Counting only lines of the listing below that hold the word "fillStyle", give the total and nothing else.

▸ Provided data:
===============
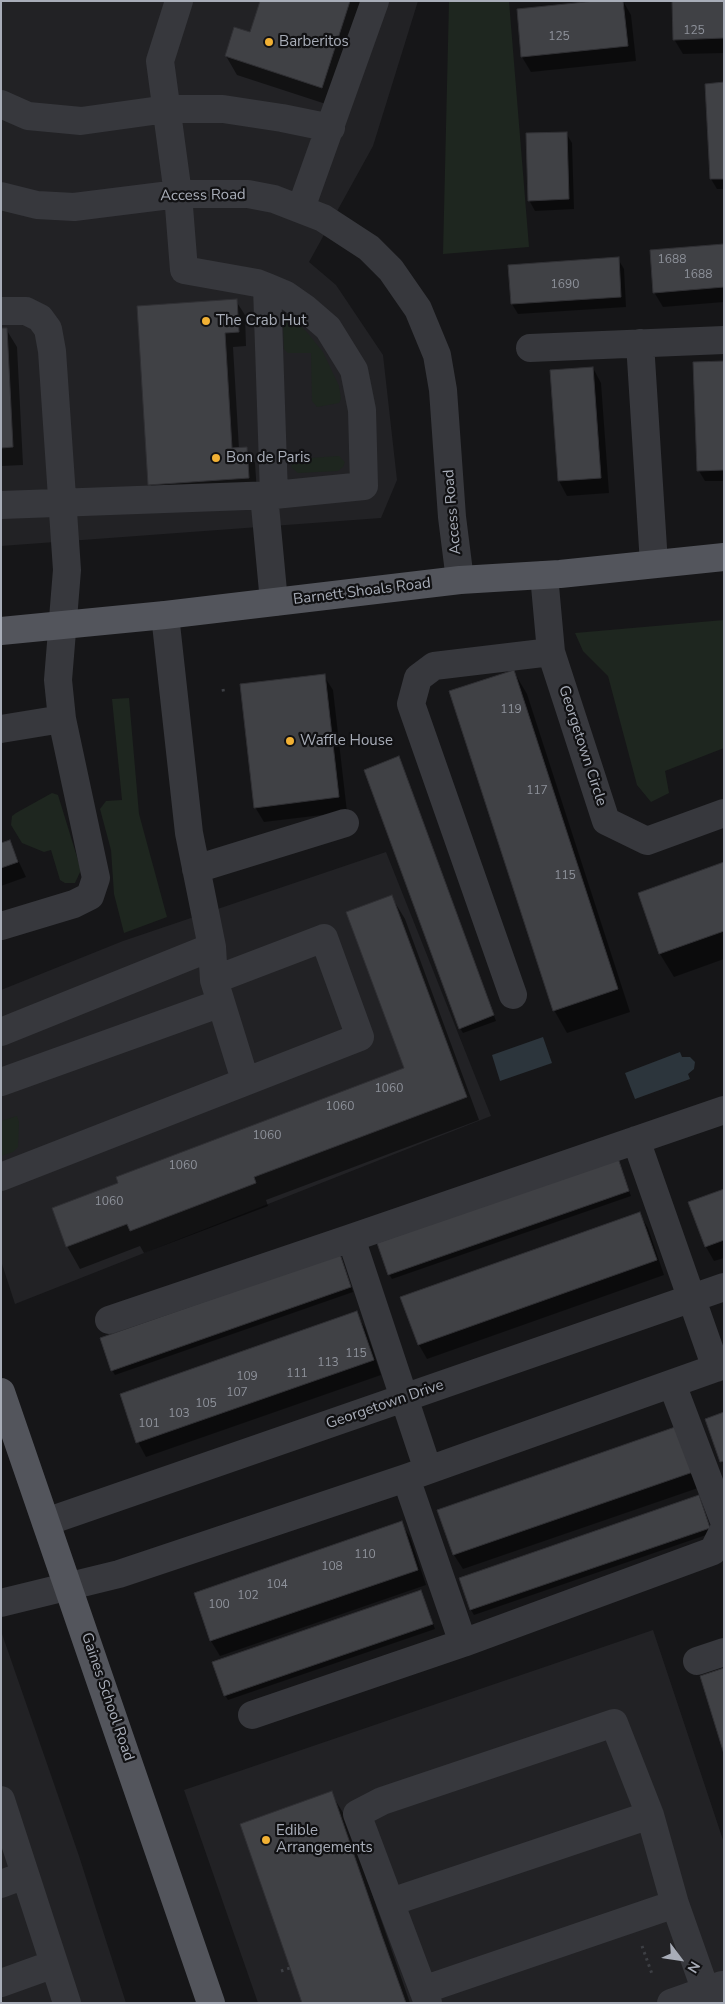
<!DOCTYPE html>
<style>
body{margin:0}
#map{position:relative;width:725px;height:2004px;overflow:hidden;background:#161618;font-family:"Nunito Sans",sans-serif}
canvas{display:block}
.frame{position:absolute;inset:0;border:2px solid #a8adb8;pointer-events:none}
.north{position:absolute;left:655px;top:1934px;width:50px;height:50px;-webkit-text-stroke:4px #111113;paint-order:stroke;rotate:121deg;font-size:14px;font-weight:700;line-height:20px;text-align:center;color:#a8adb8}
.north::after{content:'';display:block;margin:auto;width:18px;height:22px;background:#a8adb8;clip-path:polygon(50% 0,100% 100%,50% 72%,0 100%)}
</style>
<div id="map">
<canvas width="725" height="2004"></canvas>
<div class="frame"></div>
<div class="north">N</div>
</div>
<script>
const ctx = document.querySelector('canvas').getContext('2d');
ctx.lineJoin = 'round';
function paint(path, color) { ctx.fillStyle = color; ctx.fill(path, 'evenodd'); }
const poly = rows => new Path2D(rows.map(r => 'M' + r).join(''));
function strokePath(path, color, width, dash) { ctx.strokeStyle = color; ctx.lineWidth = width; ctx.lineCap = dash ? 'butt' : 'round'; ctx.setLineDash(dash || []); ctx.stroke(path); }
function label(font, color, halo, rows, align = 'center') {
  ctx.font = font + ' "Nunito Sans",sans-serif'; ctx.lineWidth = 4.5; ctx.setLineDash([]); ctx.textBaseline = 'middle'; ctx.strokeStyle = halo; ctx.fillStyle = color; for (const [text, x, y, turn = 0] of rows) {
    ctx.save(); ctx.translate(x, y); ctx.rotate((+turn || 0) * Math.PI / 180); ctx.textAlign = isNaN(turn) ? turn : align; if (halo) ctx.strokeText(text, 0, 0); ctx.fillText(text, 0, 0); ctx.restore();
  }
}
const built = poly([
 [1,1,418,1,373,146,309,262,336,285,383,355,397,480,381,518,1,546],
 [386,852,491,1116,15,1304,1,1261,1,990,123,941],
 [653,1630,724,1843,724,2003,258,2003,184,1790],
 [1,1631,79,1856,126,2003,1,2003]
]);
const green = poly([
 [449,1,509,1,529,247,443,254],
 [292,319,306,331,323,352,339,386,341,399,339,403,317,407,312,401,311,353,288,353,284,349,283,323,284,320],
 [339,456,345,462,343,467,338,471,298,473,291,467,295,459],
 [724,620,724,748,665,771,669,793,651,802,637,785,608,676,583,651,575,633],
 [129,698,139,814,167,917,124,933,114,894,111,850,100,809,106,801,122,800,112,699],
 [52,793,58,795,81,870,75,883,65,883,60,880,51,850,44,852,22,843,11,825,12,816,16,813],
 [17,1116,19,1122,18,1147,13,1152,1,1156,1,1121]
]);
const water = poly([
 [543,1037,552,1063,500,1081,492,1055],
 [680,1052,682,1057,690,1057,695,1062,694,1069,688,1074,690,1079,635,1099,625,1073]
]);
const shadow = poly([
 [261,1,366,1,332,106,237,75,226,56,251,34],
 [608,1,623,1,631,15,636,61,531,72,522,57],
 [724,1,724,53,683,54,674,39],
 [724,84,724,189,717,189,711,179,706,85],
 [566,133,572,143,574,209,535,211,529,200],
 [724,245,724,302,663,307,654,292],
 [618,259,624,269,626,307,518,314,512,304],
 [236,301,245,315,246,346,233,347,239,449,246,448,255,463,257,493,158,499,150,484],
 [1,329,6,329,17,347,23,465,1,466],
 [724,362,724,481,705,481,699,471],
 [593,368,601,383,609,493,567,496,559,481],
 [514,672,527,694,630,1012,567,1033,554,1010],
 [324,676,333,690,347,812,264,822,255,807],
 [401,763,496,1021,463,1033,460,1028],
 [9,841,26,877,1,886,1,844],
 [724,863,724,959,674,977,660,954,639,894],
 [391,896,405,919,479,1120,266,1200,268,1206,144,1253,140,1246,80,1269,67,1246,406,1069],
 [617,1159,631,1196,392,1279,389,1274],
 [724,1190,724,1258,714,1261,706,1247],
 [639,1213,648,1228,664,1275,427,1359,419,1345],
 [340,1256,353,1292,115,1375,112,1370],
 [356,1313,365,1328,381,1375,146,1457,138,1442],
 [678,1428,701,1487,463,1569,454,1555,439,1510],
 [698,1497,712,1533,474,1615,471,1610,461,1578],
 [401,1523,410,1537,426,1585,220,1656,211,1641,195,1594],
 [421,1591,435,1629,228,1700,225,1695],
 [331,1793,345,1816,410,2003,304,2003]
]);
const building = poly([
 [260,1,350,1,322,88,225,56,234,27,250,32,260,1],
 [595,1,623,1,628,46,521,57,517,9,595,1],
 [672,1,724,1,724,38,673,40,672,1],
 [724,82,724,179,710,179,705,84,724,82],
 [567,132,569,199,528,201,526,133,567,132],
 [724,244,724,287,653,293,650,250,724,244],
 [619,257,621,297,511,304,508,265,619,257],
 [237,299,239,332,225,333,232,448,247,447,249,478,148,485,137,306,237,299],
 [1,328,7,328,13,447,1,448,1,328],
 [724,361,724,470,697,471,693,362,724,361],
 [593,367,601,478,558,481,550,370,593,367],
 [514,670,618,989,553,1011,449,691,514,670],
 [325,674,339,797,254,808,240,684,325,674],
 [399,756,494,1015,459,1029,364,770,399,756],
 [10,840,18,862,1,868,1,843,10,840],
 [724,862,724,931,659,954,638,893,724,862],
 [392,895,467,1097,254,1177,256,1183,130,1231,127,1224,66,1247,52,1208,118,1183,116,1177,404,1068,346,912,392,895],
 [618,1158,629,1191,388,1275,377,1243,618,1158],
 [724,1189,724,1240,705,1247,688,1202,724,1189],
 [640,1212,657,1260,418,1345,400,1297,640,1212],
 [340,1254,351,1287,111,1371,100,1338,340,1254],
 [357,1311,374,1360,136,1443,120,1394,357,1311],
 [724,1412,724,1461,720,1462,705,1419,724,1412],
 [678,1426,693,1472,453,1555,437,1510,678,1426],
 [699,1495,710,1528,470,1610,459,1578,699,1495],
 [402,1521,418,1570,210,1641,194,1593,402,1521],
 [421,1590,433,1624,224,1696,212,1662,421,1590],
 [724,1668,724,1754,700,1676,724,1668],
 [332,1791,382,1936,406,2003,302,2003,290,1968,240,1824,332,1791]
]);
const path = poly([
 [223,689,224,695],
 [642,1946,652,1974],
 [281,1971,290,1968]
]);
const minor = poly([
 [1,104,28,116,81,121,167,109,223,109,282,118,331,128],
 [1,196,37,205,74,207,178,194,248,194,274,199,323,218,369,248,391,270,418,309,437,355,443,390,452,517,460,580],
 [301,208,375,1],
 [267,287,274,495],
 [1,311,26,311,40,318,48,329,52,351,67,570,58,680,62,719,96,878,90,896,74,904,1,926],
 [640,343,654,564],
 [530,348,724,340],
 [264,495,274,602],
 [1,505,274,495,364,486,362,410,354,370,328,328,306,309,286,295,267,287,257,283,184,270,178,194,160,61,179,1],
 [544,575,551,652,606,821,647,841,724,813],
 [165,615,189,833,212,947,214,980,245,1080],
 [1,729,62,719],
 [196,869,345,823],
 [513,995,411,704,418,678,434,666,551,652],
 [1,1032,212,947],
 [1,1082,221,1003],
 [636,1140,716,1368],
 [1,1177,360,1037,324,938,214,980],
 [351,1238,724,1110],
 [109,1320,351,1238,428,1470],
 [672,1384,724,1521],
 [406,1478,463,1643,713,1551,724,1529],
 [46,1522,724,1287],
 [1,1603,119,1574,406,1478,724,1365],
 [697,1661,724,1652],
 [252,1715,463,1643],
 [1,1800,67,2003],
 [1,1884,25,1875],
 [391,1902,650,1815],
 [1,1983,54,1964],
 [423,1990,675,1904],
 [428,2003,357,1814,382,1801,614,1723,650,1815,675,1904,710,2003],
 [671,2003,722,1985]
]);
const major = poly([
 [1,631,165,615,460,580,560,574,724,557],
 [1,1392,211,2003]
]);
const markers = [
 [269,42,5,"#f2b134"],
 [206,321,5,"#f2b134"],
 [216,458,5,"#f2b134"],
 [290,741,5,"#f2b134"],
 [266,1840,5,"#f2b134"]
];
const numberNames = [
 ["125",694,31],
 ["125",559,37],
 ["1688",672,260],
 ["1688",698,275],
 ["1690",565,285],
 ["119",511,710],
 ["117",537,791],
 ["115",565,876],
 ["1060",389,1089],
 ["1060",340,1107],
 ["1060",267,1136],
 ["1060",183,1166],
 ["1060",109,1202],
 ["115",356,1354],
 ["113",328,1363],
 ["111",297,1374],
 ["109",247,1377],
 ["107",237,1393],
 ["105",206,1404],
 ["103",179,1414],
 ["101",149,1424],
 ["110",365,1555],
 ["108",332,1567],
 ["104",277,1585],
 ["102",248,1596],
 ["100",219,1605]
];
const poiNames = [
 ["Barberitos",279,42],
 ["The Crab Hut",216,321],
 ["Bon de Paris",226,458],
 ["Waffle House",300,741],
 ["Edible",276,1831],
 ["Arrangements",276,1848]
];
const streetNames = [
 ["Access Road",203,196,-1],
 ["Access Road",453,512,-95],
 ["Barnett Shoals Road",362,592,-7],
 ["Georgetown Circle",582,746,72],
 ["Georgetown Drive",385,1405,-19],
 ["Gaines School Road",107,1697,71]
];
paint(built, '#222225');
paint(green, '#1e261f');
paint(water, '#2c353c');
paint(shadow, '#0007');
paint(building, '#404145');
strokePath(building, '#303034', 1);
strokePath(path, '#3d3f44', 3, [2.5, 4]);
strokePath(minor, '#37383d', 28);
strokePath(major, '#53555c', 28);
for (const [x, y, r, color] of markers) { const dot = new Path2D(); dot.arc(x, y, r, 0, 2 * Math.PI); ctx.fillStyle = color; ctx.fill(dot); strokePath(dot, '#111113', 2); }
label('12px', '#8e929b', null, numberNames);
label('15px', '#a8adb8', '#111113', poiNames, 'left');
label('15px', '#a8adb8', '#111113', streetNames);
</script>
===============
▸ Output for this exercise: 3